You work at an ed tech firm. You've created a service that delivers assessments, and now lots of different customers (e.g., Pearson) want to publish their assessments on it. You need to get ready for data scientists who work for these customers to run queries on the data.
Through 3 different activites, you will spin up existing containers and prepare the infrastructure to land the data in the form and structure it needs to be to be queried.
- Publish and consume messages with kafka.
- Use spark to transform the messages.
- Use spark to transform the messages so that you can land them in hdfs.
The Docker cluster contains containers for zookeeper, kafka, and mids with additional installs.
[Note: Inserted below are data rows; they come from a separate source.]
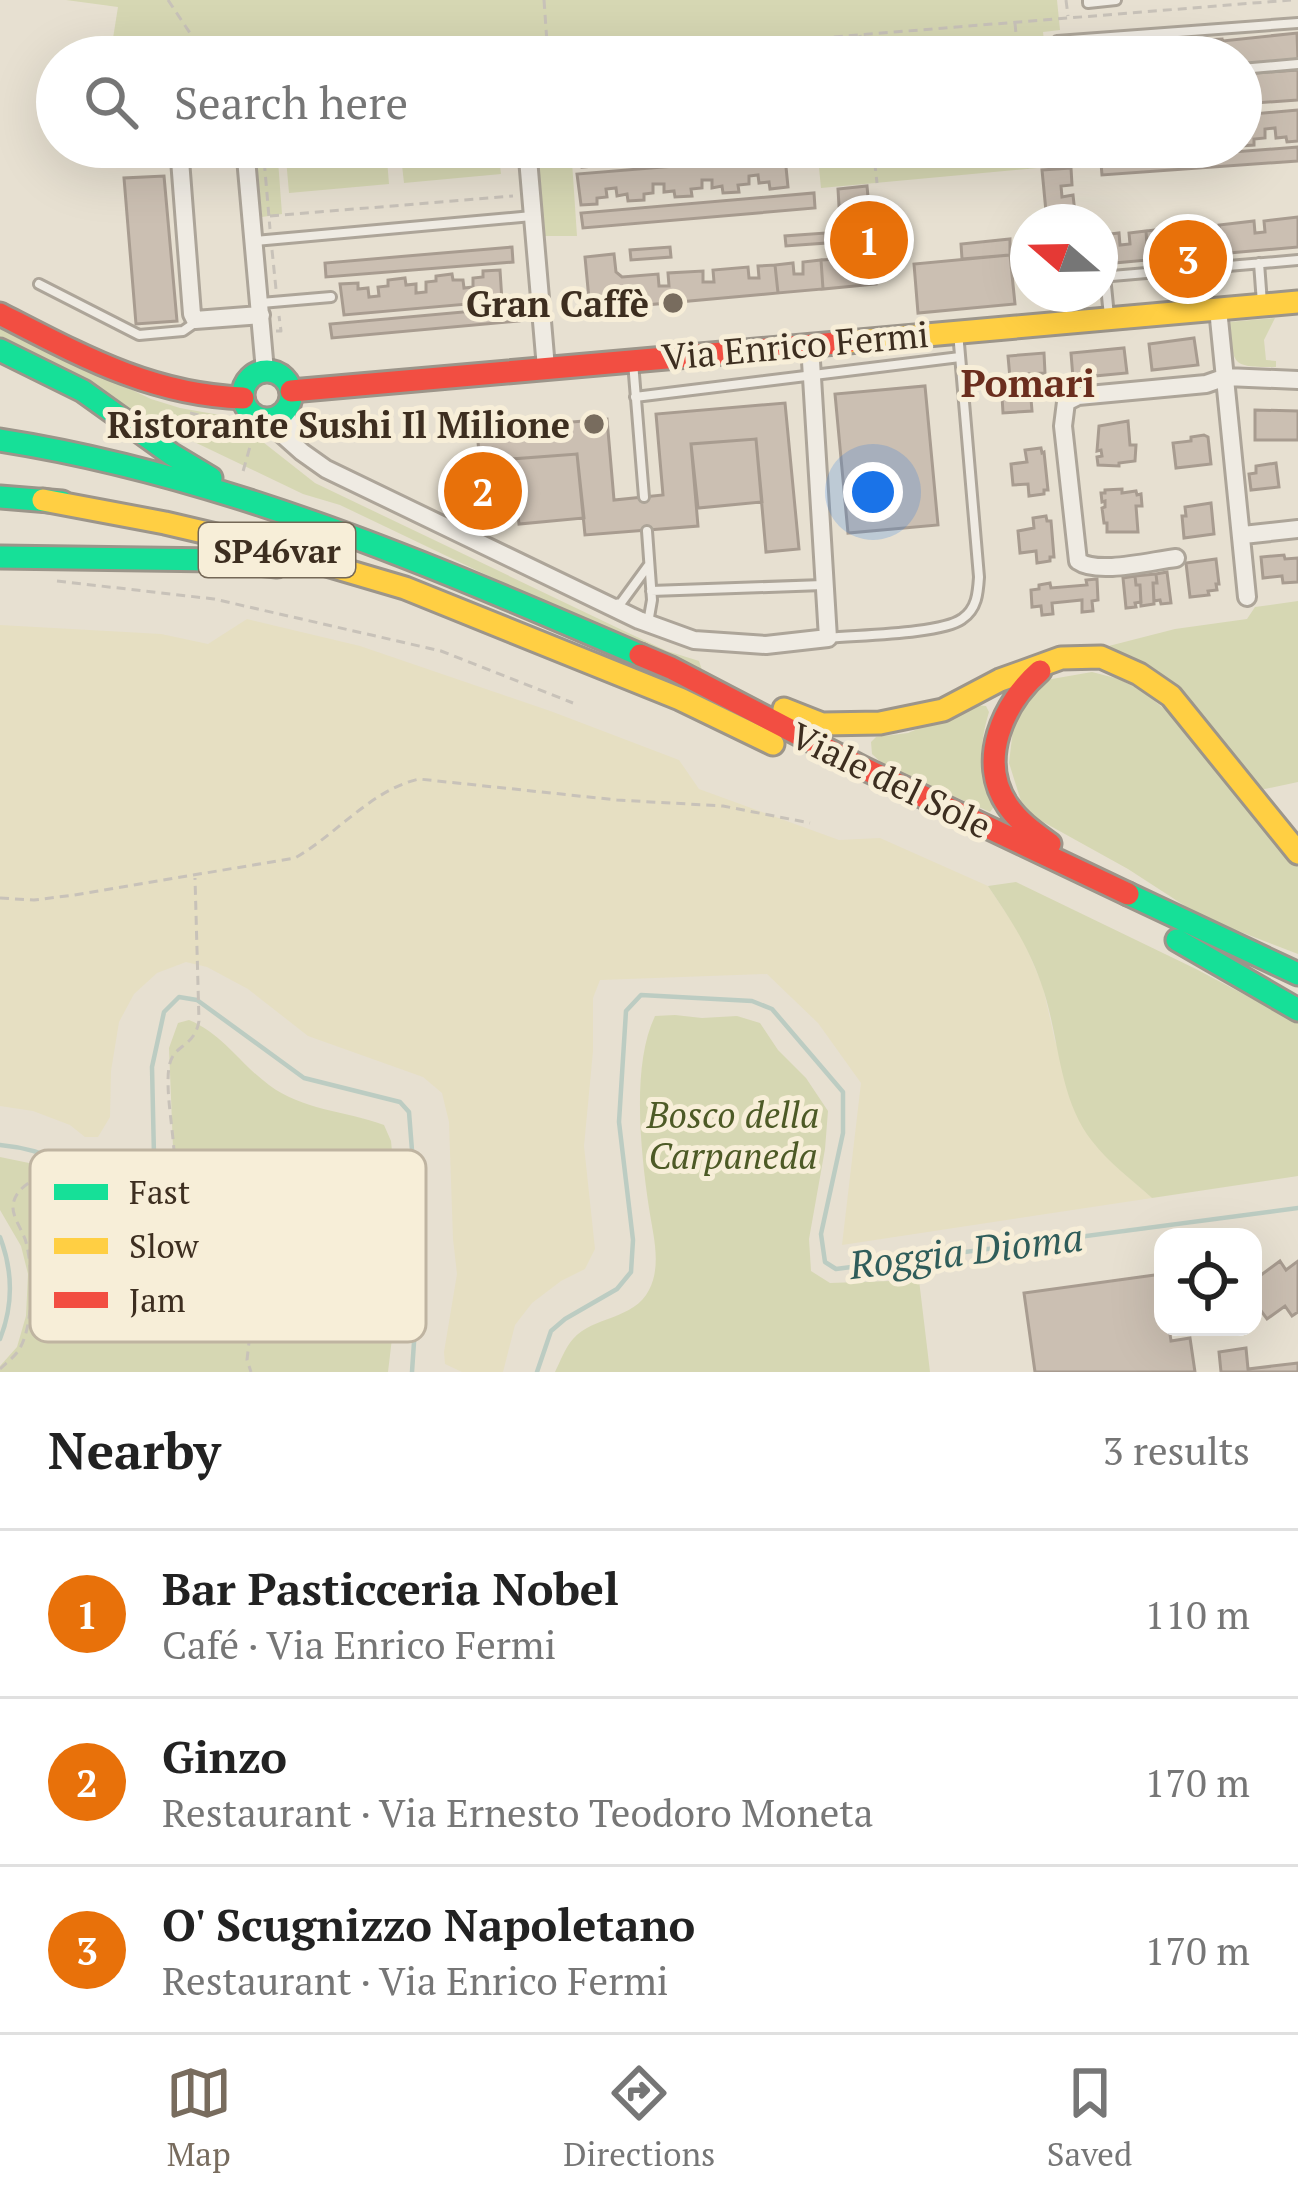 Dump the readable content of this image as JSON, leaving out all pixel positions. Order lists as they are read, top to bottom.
{
  "streets": {
    "main road": ["Via Enrico Fermi", "SP46var", "Viale del Sole"]
  },
  "crossings": [
    ["SP46var", "Viale del Sole"]
  ],
  "districts": ["Pomari"],
  "water": ["Roggia Dioma"],
  "parks": ["Bosco della Carpaneda"],
  "places": ["Gran Caffè", "Ristorante Sushi Il Milione"],
  "legend": ["Fast", "Slow", "Jam"],
  "north": "left",
  "page": {
    "search": "Search here",
    "pins": ["1", "3", "2"],
    "heading": ["Nearby", "3 results"],
    "list": [
      {
        "mark": "1",
        "name": "Bar Pasticceria Nobel",
        "note": "Café · Via Enrico Fermi",
        "value": "110 m"
      },
      {
        "mark": "2",
        "name": "Ginzo",
        "note": "Restaurant · Via Ernesto Teodoro Moneta",
        "value": "170 m"
      },
      {
        "mark": "3",
        "name": "O' Scugnizzo Napoletano",
        "note": "Restaurant · Via Enrico Fermi",
        "value": "170 m"
      }
    ],
    "nav": ["Map", "Directions", "Saved"]
  }
} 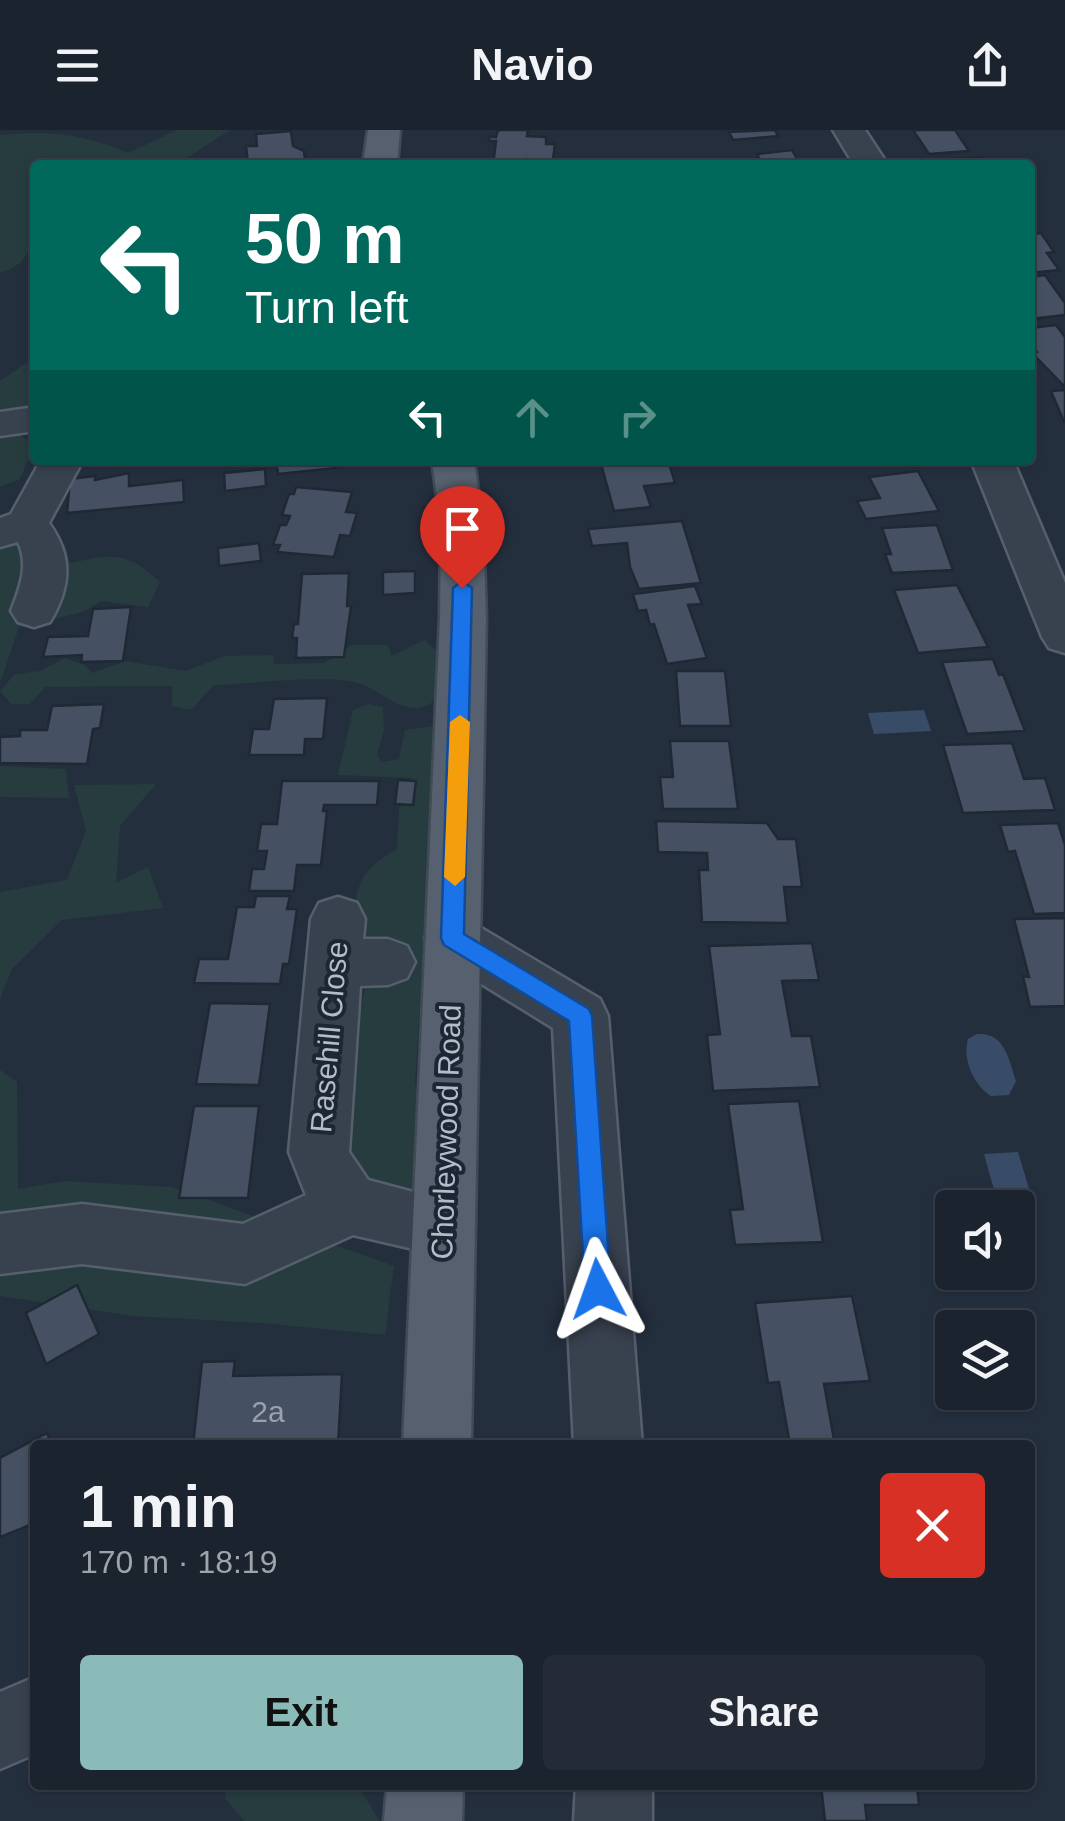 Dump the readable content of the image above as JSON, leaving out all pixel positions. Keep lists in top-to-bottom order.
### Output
{
  "streets": {
    "main road": ["Chorleywood Road"],
    "street": ["Rasehill Close"]
  },
  "house_numbers": ["2a"],
  "page": {
    "header": "Navio",
    "turn": ["50 m", "Turn left"],
    "heading": ["1 min", "170 m · 18:19"],
    "buttons": ["Exit", "Share"]
  }
}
I:
- specified container startup dependencies
- exposed and mapped TCP ports for communications between containers and with the virtual machine
- mapped the storage layer to the virtual machine
Create a kafka directory
mkdir ~w205/kafka
cd ~/w205/kafka
The Docker file
---
version: '2'
services:
zookeeper:
image: confluentinc/cp-zookeeper:latest
environment:
ZOOKEEPER_CLIENT_PORT: 32181
ZOOKEEPER_TICK_TIME: 2000
expose:
- "2181"
- "2888"
- "32181"
- "3888"
kafka:
image: confluentinc/cp-kafka:latest
depends_on:
- zookeeper
environment:
KAFKA_BROKER_ID: 1
KAFKA_ZOOKEEPER_CONNECT: zookeeper:32181
KAFKA_ADVERTISED_LISTENERS: PLAINTEXT://kafka:29092
KAFKA_OFFSETS_TOPIC_REPLICATION_FACTOR: 1
expose:
- "9092"
- "29092"
cloudera:
image: midsw205/cdh-minimal:latest
expose:
- "8020" # nn
- "50070" # nn http
- "8888" # hue
#ports:
#- "8888:8888"
spark:
image: midsw205/spark-python:0.0.5
stdin_open: true
tty: true
volumes:
- ~/w205:/w205
command: bash
depends_on:
- cloudera
environment:
HADOOP_NAMENODE: cloudera
mids:
image: midsw205/base:latest
stdin_open: true
tty: true
volumes:
- ~/w205:/w205
Obtain test data:
curl -L -o assessment-attempts-20180128-121051-nested.json https://goo.gl/ME6hjp
Spin up containers
docker-compose up -d
Expected output
Name Command State Ports
-----------------------------------------------------------------------
kafkasinglenode_kafka_1 /etc/confluent/docker/run Up
kafkasinglenode_zookeeper_1 /etc/confluent/docker/run Up
Check zookeeper logs
docker-compose logs zookeeper | grep -i binding
Expected logs output:
zookeeper_1 | [2016-07-25 03:26:04,018] INFO binding to port 0.0.0.0/0.0.0.0:32181
(org.apache.zookeeper.server.NIOServerCnxnFactory)
Check kafka broker:
docker-compose logs kafka | grep -i started
Expected kafka logs output:
kafka_1 | [2017-08-31 00:31:40,244] INFO [Socket Server on Broker 1], Started 1 acceptor threads (kafka.network.SocketServer)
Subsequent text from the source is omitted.